** Data listing follows **
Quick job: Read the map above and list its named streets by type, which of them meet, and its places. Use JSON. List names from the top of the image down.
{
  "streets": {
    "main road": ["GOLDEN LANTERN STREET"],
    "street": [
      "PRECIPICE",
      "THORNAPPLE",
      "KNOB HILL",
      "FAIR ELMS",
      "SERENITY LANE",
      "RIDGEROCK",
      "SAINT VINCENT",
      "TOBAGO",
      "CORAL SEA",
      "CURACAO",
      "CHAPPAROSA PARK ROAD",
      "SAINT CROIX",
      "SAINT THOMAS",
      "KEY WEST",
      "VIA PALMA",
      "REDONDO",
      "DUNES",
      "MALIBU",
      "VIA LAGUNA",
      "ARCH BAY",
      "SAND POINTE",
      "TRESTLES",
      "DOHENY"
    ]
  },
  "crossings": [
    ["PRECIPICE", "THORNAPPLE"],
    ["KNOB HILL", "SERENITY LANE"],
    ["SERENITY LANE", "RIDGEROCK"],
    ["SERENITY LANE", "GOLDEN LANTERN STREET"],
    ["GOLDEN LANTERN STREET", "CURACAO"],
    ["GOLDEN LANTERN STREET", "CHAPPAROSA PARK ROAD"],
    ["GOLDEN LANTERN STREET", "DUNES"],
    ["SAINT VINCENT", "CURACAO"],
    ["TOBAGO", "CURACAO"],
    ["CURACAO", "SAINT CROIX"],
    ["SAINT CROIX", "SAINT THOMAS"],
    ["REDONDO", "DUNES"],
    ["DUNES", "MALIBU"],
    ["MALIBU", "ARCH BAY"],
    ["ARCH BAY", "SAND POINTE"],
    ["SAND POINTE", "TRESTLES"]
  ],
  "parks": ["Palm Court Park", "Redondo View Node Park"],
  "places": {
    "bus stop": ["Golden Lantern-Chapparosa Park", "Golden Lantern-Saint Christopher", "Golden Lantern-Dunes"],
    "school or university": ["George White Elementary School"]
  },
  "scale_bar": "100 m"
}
** End of Data listing **
> [Problem]
Go through the records and print each one exactly.

> [Result of this exercise]
Quick job: Read the map above and list its named streets by type, which of them meet, and its places. Use JSON. List names from the top of the image down.
{
  "streets": {
    "main road": ["GOLDEN LANTERN STREET"],
    "street": [
      "PRECIPICE",
      "THORNAPPLE",
      "KNOB HILL",
      "FAIR ELMS",
      "SERENITY LANE",
      "RIDGEROCK",
      "SAINT VINCENT",
      "TOBAGO",
      "CORAL SEA",
      "CURACAO",
      "CHAPPAROSA PARK ROAD",
      "SAINT CROIX",
      "SAINT THOMAS",
      "KEY WEST",
      "VIA PALMA",
      "REDONDO",
      "DUNES",
      "MALIBU",
      "VIA LAGUNA",
      "ARCH BAY",
      "SAND POINTE",
      "TRESTLES",
      "DOHENY"
    ]
  },
  "crossings": [
    ["PRECIPICE", "THORNAPPLE"],
    ["KNOB HILL", "SERENITY LANE"],
    ["SERENITY LANE", "RIDGEROCK"],
    ["SERENITY LANE", "GOLDEN LANTERN STREET"],
    ["GOLDEN LANTERN STREET", "CURACAO"],
    ["GOLDEN LANTERN STREET", "CHAPPAROSA PARK ROAD"],
    ["GOLDEN LANTERN STREET", "DUNES"],
    ["SAINT VINCENT", "CURACAO"],
    ["TOBAGO", "CURACAO"],
    ["CURACAO", "SAINT CROIX"],
    ["SAINT CROIX", "SAINT THOMAS"],
    ["REDONDO", "DUNES"],
    ["DUNES", "MALIBU"],
    ["MALIBU", "ARCH BAY"],
    ["ARCH BAY", "SAND POINTE"],
    ["SAND POINTE", "TRESTLES"]
  ],
  "parks": ["Palm Court Park", "Redondo View Node Park"],
  "places": {
    "bus stop": ["Golden Lantern-Chapparosa Park", "Golden Lantern-Saint Christopher", "Golden Lantern-Dunes"],
    "school or university": ["George White Elementary School"]
  },
  "scale_bar": "100 m"
}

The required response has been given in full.